Narcopolicías : Penas de hasta 20 años

Los nueve presuntos narcopolicías capturados en la cuarta fase de una operación que permitió la incautación de casi tres toneladas de cocaína se exponen a una pena de hasta 20 años de cárcel. Estas rimbombantes detenciones golpearon aún más la deteriorada imagen de la institución policial.

El comisario principal Edelio Loreiro (con quepis azul), el suboficial superior Venancio Bolaño (tapado por el comisario Loreiro), el suboficial inspector Pablo César Moraez (buzo rojo), el suboficial inspector Luis Carlos Gómez Santa Cruz (con una  toalla al cuello), el subcomisario Sebastián Silva (con quepis rojo) y el subcomisario Pedro Molinas (con quepis naranja).
El comisario principal Edelio Loreiro (con quepis azul), el suboficial superior Venancio Bolaño (tapado por el comisario Loreiro), el suboficial inspector Pablo César Moraez (buzo rojo), el suboficial inspector Luis Carlos Gómez Santa Cruz (con una toalla al cuello), el subcomisario Sebastián Silva (con quepis rojo) y el subcomisario Pedro Molinas (con quepis naranja).Archivo, ABC Color

Más “inoportuna” no pudo ser la detención de los nueve policías que supuestamente protegían a cambio de dinero al narcotraficante más buscado del país, Faustino Ramón Aguayo Cabañas (42).

Resulta que los citados arrestos terminaron por desmoralizar aún más a los 25.000 hombres y mujeres que integran la Policía Nacional, justo en un momento en el que se discute la militarización de la lucha contra el crimen organizado, una idea impulsada por el mismo presidente de la República, Mario Abdo Benítez, y secundada, obviamente, por su ministro del Interior, Juan Ernesto Villamayor.

Los agentes que vinieron a caer en el peor momento posible fueron grabados hablando por teléfono con el capo narco Aguayo y con uno de sus hombres de confianza, Gustavo Benítez Fleitas (27), quienes continúan fugitivos.

Los efectivos ahora detenidos son el comisario principal Edelio Celso Loreiro Báez (46), quien fue jefe de la comisaría 1ª de Pedro Juan Caballero; el subcomisario Pedro Molinas Noguera (43), extitular del departamento de Crimen Organizado en Pedro Juan Caballero; el subcomisario Sebastián Ramón Silva López (38), exresponsable de la comisaría 15ª de Puentesiño, y el subcomisario Rubén Darío Duarte Jacquet (40), quien también fue jefe de esta última unidad.
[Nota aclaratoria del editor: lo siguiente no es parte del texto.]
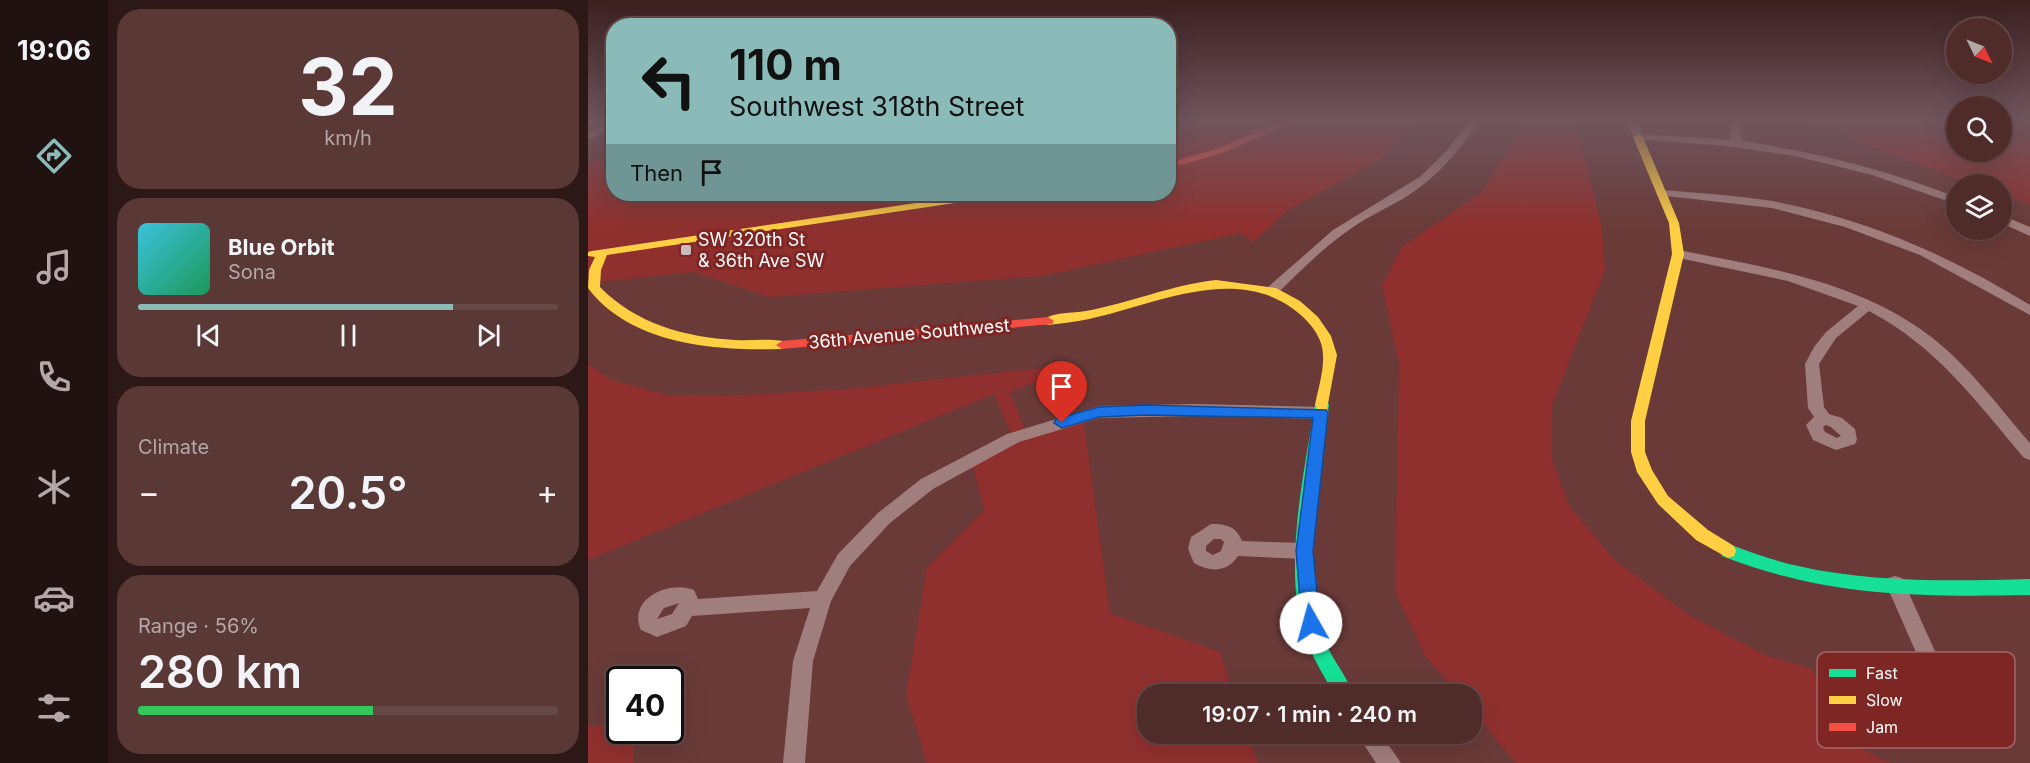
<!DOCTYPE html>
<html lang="en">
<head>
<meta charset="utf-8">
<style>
	body { margin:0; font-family:Inter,sans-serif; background:#593836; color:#f1f3f6; height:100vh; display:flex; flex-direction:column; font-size:22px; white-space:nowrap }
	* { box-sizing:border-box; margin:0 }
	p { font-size:20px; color:#b3a7a8 }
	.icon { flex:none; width:33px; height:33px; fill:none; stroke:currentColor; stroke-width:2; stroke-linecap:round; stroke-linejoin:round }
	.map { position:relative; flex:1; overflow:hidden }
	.panel { display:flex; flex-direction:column; gap:9px; padding:9px; background:#2b1817; width:480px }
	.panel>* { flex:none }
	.top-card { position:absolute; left:18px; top:18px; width:570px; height:183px; border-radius:24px; box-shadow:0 6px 24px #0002,0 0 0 2px #664847; background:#8bbbb9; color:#111; overflow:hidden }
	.needle { width:39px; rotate:133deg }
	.fabs { position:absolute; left:1358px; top:18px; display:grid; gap:12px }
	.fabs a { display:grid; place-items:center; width:66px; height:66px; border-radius:50%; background:#4f2c2a; box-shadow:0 6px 24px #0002,0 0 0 2px #664847; font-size:30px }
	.speed { position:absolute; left:18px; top:666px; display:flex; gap:12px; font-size:30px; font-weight:700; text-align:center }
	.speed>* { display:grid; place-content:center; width:78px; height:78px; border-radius:50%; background:#4f2c2a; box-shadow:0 6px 24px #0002,0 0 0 2px #664847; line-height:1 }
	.speed .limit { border:3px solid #111; border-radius:9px; background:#fff; color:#111 }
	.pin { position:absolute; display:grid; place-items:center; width:51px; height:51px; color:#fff; margin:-62px -26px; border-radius:50% 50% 50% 0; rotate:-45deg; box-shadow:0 0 6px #0007 }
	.pin .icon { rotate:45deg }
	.me { position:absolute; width:66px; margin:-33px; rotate:353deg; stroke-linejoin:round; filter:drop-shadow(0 0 4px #0008) }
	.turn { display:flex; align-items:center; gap:21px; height:126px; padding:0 24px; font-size:27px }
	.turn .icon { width:78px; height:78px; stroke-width:2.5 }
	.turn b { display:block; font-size:42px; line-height:51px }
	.then { display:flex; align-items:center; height:57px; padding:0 24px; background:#0003; gap:12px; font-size:22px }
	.big { font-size:45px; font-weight:600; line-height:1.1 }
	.panel .card { flex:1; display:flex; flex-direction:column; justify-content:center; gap:9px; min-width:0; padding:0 21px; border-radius:24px; background:#593836 }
	.panel .dial { align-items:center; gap:0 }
	.dial b { font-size:78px; line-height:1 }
	.song { display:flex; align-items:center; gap:18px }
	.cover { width:72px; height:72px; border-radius:9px; background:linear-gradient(135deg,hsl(190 70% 55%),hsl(150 70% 35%)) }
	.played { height:6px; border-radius:3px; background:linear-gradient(90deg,#8bbbb9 75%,#664847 75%) }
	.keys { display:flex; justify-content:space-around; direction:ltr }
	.heat { display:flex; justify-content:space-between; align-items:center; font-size:33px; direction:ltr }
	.charge { height:9px; border-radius:4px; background:linear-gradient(90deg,#34c759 56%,#664847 0) }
	.trip { position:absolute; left:549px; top:684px; width:345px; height:60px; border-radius:24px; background:#4f2c2a; box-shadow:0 6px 24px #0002,0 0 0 2px #664847; font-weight:600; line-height:60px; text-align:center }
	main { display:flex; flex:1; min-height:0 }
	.tab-bar { display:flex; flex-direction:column; width:108px; justify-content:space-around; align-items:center; background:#201211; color:#b3a7a8 }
	.tab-bar .icon { width:42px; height:42px }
	.tab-bar .active { color:#8bbbb9 }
	.tab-bar b { font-size:27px; color:#f1f3f6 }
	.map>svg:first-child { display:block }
	.green { fill:#8f302e }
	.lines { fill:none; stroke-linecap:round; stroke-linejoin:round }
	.street { fill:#a07e7d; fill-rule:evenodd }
	.fast { fill:#16e098; fill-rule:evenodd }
	.slow { fill:#ffcf43; fill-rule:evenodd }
	.jam { fill:#f24e42; fill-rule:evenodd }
	.route { fill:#1a73e8; stroke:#114b97; stroke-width:1.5 }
	.poi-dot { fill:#cabab9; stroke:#7e2623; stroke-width:2 }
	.labels { text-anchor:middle; stroke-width:6; stroke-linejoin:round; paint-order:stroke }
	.poi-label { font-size:18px; fill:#fff; stroke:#7e2623; text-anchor:start }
	.street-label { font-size:18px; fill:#fff; stroke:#7e2623 }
	.key { fill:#7e2623; stroke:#a56765; stroke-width:1.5 }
	.key-label { font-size:16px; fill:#fff }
</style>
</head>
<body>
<main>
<nav class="tab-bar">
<b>19:06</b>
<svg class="icon active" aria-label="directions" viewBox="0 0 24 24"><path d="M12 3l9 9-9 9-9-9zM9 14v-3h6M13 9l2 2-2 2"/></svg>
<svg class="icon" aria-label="music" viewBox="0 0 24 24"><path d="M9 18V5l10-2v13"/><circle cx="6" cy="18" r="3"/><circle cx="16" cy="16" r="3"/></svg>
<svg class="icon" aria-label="phone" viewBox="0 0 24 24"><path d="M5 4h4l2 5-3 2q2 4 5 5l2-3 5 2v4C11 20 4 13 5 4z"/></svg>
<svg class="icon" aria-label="climate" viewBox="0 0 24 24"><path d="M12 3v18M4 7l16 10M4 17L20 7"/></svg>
<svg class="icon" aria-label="car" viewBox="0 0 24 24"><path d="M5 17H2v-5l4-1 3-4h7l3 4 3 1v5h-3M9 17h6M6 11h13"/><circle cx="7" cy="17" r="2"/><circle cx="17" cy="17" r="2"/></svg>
<svg class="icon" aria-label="filters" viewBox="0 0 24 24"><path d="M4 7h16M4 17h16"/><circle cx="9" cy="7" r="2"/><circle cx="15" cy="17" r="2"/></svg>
</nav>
<section class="panel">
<div class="card dial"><b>32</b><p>km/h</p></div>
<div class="card">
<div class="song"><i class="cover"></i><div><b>Blue Orbit</b><p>Sona</p></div></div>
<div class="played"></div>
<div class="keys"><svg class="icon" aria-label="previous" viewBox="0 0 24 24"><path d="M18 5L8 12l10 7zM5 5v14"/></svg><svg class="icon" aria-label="pause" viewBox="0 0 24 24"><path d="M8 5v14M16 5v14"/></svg><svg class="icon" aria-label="next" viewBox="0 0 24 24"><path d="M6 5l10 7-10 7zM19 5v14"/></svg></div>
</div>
<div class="card"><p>Climate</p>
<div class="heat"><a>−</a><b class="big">20.5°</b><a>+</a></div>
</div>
<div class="card"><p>Range · 56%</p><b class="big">280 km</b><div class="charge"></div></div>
</section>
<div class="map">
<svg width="1442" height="763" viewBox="0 0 1442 763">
	<rect width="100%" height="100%" fill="#693a38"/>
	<g class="green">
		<path d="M 581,121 L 828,121 L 793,159 L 700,210 L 665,242 L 653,233 L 454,276 L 181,297 L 106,272 L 0,283 L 0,164 L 25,153 L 26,194 L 580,194 Z"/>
		<path d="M 938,121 L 988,121 L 1014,228 L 1017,270 L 963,408 L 963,457 L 982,507 L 1028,561 L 1101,615 L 1177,655 L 1222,668 L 1271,748 L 1302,763 L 928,763 L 884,711 L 884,694 L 870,694 L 837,656 L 807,592 L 811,364 L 794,285 L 814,247 L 895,191 Z"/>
		<path d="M 1214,121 L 1368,121 L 1368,152 L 1413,152 L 1413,121 L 1442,121 L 1442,205 L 1413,194 L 1413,184 L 1384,184 Z"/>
		<path d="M 0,364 L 24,380 L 80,395 L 138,396 L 259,389 L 473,366 L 473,373 L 422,392 L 438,433 L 495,417 L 522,613 L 632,652 L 646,694 L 560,694 L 560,734 L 660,734 L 670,763 L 339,763 L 318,695 L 339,567 L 396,510 L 383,458 L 425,438 L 406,394 L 0,560 Z"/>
		<path d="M 0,725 L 31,726 L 32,730 L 46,731 L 46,763 L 0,763 Z"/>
	</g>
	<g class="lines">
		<g class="street">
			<path d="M 20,121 L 26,121 L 26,127 L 0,140 L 0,133 Z"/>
			<path d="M 881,121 L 891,121 C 872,150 850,176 821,195 C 802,207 780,216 761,230 C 735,248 712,271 689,294 L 679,294 L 677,291 L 679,288 L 745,230 L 833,176 L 859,150 Z"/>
			<path d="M 1039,121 L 1049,121 L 1054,134 L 1143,140 L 1141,121 L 1151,121 L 1154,141 C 1228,152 1299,170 1368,197 L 1368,204 L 1284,175 L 1207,156 L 1138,146 L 1046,139 Z"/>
			<path d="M 1074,190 C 1111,193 1147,195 1184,201 C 1277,218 1362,256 1442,305 L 1442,315 L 1332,255 L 1257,227 L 1184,208 L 1070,195 L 1068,193 Z"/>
			<path d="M 1413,215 L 1442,227 L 1442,236 L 1413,223 Z"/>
			<path d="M 1090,250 C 1177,267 1270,281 1342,336 C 1381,366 1410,406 1442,443 L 1442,460 L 1436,458 C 1388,401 1349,347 1281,311 L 1248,338 L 1231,364 L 1236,407 L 1241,414 L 1254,418 L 1267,429 L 1269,440 L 1267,444 L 1248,450 L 1225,440 L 1218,425 L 1226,417 L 1220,408 L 1217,364 L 1226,347 L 1238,332 L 1270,306 L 1200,281 L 1086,257 L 1084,254 L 1086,251 ZM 1238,425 L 1243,427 L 1253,436 L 1249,438 L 1237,432 L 1235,427 Z"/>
			<path d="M 607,404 L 733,407 L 739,409 L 741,413 L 739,417 L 733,419 L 607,416 L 511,418 L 431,442 L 345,489 L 302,523 L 262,566 L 243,601 L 225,661 L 217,763 L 195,763 L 205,661 L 222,608 L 104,616 L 98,626 L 69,637 L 53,630 C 39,599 81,580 106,590 L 110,599 L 229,591 L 250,554 L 290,513 L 333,479 L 419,434 L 511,406 ZM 91,603 L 84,614 L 69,619 L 76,608 Z"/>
			<path d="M 623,524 C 638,524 648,526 654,541 L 716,543 L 722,546 L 725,551 L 722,556 L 716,559 L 650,556 C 639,573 622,572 606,563 L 600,549 L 603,537 ZM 626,539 L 633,539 L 636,542 L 633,551 L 625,555 L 618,551 L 618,546 Z"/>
			<path d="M 1307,576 L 1314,578 L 1350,658 L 1369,668 L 1381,690 L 1375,707 C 1346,719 1305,695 1320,661 L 1330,657 L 1298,584 L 1300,578 ZM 1337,674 L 1351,679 L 1360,691 C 1349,691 1338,685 1337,674 Z"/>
			<path d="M 769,734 L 793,734 L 813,763 L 788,763 Z"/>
		</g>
		<g class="fast">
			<path d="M 734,400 L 739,401 L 741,405 C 730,478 712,561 734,633 C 740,655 758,673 765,694 L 746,694 C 736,676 724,657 717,637 C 694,572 716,472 727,405 L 729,401 Z"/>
			<path d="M 1140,544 C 1163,552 1186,561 1210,566 C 1285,583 1365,581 1442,579 L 1442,595 C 1332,597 1239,597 1134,556 L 1132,551 L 1134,546 Z"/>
		</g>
		<g class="slow">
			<path d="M 1050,134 L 1055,137 L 1091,223 L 1096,254 L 1057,421 L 1057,452 L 1064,470 L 1080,496 L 1120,530 L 1146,546 L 1148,551 L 1146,556 L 1140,558 L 1108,540 L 1070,504 L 1049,472 L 1043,452 L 1043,421 L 1084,254 L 1081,223 L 1045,137 Z"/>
			<path d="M 389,194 L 412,194 L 407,197 L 19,255 L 13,270 L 12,287 C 48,324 97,337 147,340 C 163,341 183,338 199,342 L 200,345 L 194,349 C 128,351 43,345 0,288 L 1,270 L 7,257 L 0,256 L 0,252 L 4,251 Z"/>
			<path d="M 628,280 L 688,288 L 712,301 L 730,317 L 743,336 L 749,355 L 739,409 L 729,409 L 727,405 C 730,389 736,371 735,355 C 735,340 725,326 714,316 C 653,261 570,304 501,319 C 487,322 474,323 460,325 L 454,321 C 462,312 486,313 498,311 C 542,303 583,285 628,280 Z"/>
		</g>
		<g class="jam">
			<path d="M 695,121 L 708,121 L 634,153 L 580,169 L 580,163 L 628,149 Z"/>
			<path d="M 460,317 L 466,321 L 464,324 L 194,349 L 188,345 L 194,341 Z"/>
		</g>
	</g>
	<linearGradient id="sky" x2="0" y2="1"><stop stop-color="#3a201f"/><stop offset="0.53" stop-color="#70555e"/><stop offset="1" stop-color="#70555e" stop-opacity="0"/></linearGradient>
	<rect width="1442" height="228" fill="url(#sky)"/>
	<path class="route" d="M 557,405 L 738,410 L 740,413 L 725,551 L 732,623 L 729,629 L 723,631 L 717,629 L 714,623 L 708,551 L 725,418 L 557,415 L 511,417 L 474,428 L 466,423 L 468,419 L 511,407 Z"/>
	<rect class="poi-dot" x="92" y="244" width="12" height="12" rx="3"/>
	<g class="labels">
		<g class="poi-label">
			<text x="110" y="246">SW 320th St<tspan x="110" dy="21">&amp; 36th Ave SW</tspan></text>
		</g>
		<g class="street-label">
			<text transform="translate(321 334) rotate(-5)" y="6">36th Avenue Southwest</text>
		</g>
	</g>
	<rect x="1229" y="652" width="198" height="96" rx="9" class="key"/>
	<rect x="1241" y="669" width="27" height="8" fill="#16e098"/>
	<rect x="1241" y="696" width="27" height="8" fill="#ffcf43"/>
	<rect x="1241" y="723" width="27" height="8" fill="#f24e42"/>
	<g class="key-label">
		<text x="1278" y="679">Fast</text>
		<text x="1278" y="706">Slow</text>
		<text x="1278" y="733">Jam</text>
	</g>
</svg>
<div class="fabs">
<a><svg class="needle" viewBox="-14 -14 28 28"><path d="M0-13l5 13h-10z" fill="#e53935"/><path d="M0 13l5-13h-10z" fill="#b3a7a8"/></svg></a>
<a><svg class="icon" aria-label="search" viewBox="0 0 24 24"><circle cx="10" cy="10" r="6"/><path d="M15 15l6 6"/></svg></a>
<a><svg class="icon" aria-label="layers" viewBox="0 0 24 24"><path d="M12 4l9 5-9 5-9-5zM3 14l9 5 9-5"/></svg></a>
</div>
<div class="speed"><div class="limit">40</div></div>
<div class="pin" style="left:474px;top:423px;background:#d93025"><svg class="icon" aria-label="arrive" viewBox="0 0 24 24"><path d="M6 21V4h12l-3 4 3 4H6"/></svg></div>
<svg class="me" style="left:723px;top:623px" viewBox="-20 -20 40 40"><circle r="19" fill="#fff"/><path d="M0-13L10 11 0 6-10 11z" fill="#1a73e8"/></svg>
<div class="trip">19:07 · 1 min · 240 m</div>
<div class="top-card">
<div class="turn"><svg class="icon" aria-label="left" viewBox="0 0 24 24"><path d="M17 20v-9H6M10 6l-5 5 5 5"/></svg><div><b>110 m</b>Southwest 318th Street</div></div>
<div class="then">Then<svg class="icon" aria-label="arrive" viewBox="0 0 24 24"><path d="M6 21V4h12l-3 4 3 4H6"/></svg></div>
</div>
</div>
</main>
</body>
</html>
La lista sigue con el suboficial superior Venancio Bolaño Torrez (50), quien fue jefe del puesto policial 17ª de la colonia Lorito Picada de Pedro Juan Caballero; el suboficial inspector Mario Figueroa Velázquez (41), quien fue integrante del departamento Antinarcóticos en Concepción; el suboficial inspector Luis Carlos Gómez Santa Cruz (34), quien fue jefe de la comisaría 9ª de la colonia Chirigüelo de Pedro Juan Caballero; el suboficial inspector Pablo César Moráez Melgarejo (32) y el suboficial primero Carlos Ever Navarro Morales (34), quienes fueron personal de planta de la comisaría 15ª de Puentesiño.

Imputaciones

Los nueve agentes están imputados principalmente bajo la figura contenida en el artículo 39 de la Ley 1340 antidrogas, que dice que “el funcionario público, militar o policial que prevalido de su investidura, o con su complicidad o encubrimiento cometiere cualquiera de los delitos previstos en esta ley, sufrirá la pena máxima correspondiente al grado de su participación”.

Otros hechos punibles atribuidos a los policías es la asociación criminal, contemplada en el artículo 239 del Código Penal, y el cohecho pasivo agravado (coima), del cual se habla en el artículo 301 de la misma norma.

Según estimaciones del Ministerio Público, la sentencia que pueden sufrir los agentes llega a nada menos que 20 años de encierro, justamente por el agravante de ser funcionarios que en teoría deberían combatir el narcotráfico, uno de los principales brazos del crimen organizado.

Según las escuchas telefónicas efectuadas por la Secretaría Nacional Antidrogas (Senad), en una ocasión el comisario Loreiro exigió G. 600.000 a Aguayo. El subcomisario Molinas habría cobrado US$ 200.000 para liberar una carga de cocaína y los subcomisarios Silva y Duarte recibían G. 1.500.000 mensualmente y cobraban un plus por cada carga que dejaban bajar y escoltar en su zona de cobertura. Los cinco suboficiales también recibían plata por dejar operar a los narcos y, por supuesto, permitir el desplazamiento de la droga, según la investigación.